As best as I can surmise, approximately 13 million students are currently attending public higher education institutions and approximately 3 million students are attending private institutions (see here and here). Ethically speaking, economic austerity or cutbacks for public higher education is a travesty for the great majority of American college students. Post-pandemic cutbacks will only kick people who are already struggling when they’re down. It should be noted that the richest private institutions also benefit from public funding. For example, it has been reported that “that the average amount of money that the government gives to public universities is less than $4,000 per student, and the average amount it effectively gives to Princeton, for example, is more than $50,000 per student.” This simplified triangulation of funding is unethical. Students attending private institutions should not receive more public funds than those attending public institutions, though it is politically understandable since the voters and families who attend private institutions have the ears of power. The funding of community colleges can be described as such: “Private, four-year colleges spend an average of $72,000 per full-time student each year […] five times more than the $14,000 community colleges typically spend. Public universities spend $40,000 each year on full-time students.” As well, “Community colleges enroll large numbers of low-income students, who increasingly are students of color.” These quick financial and demographic snapshots reveal not just unfair distribution of public funds, they are the uploaded video of an economic knee on the necks of those struggling for education, for justice and for survival.

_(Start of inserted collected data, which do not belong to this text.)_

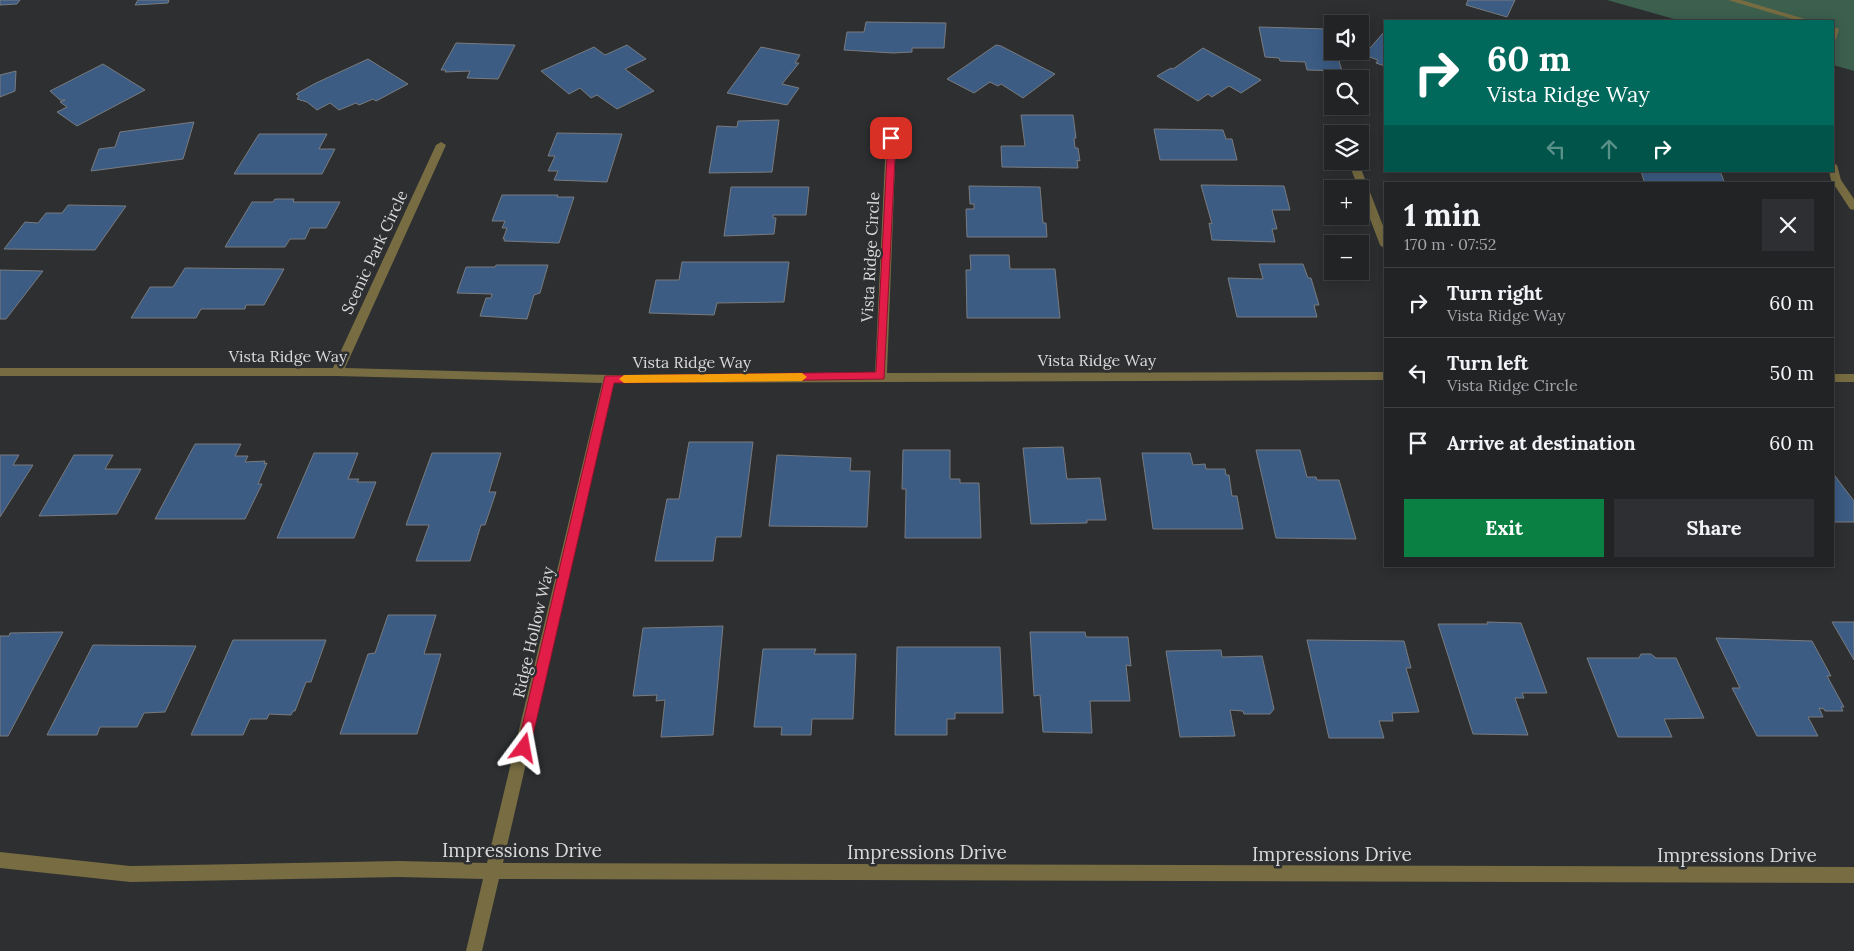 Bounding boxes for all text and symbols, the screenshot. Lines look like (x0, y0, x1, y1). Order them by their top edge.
map controls (1324, 15, 1369, 280)
button: sound (1324, 15, 1369, 60)
text: 60 m (1487, 36, 1571, 81)
icon: right (1404, 40, 1469, 105)
button: search (1324, 70, 1369, 115)
text: Vista Ridge Way (1487, 80, 1650, 108)
pin (870, 117, 912, 159)
icon: arrive (877, 124, 905, 152)
button: layers (1324, 125, 1369, 170)
icon: left (1542, 135, 1570, 163)
icon: ahead (1595, 135, 1623, 163)
icon: right (1648, 135, 1676, 163)
button: + (1324, 180, 1369, 225)
street label: Scenic Park Circle (336, 186, 412, 317)
street label: Vista Ridge Circle (857, 191, 883, 324)
text: 1 min (1404, 196, 1481, 234)
button: close (1762, 199, 1814, 251)
text: 170 m · 07:52 (1404, 234, 1496, 254)
button: − (1324, 235, 1369, 280)
text: Turn right (1447, 281, 1543, 305)
icon: right (1404, 289, 1432, 317)
text: 60 m (1769, 291, 1814, 315)
text: Vista Ridge Way (1447, 305, 1565, 325)
street label: Vista Ridge Way (228, 346, 348, 366)
street label: Vista Ridge Way (1037, 350, 1157, 370)
text: Turn left (1447, 351, 1528, 375)
street label: Vista Ridge Way (632, 352, 752, 372)
icon: left (1404, 359, 1432, 387)
text: 50 m (1770, 361, 1814, 385)
text: Vista Ridge Circle (1447, 375, 1578, 395)
icon: arrive (1404, 429, 1432, 457)
text: Arrive at destination (1447, 431, 1636, 455)
text: 60 m (1769, 431, 1814, 455)
button: Exit (1404, 499, 1604, 557)
button: Share (1614, 499, 1814, 557)
street label: Ridge Hollow Way (508, 564, 558, 700)
position arrow (497, 721, 549, 773)
street label: Impressions Drive (442, 838, 602, 862)
street label: Impressions Drive (847, 840, 1007, 864)
street label: Impressions Drive (1252, 842, 1412, 866)
street label: Impressions Drive (1657, 843, 1817, 867)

A return to the classroom as soon as possible is what the students of CUNY are owed. The costs of returning—because we are all owed a safe environment that adheres to strict health care protocols—will be high and can only come in phases. Private institutions, some with tremendous endowments, others without such funds, need to reopen as well. But it is our job to shine a light on the public funds the private institutions subtract from public institutions, where the great majority of American students are enrolled—students who are often of lesser means. Benefactors and endowments (the “Fort Knox” of private institutions), in enacting the principles of private financing upon which they stand, will fund those re-openings. In the short run, private institutions may lose money, but eventually (thanks to the excellent investment advice of their professors and Wall Street advisers) they will recover. Our institutions of higher learning, post-pandemic, can help us to untangle the roots of inequity so that when the next crisis hits, we can behave as a team, with just an ounce more trust in one another and in the institutions upon which our democracy stands.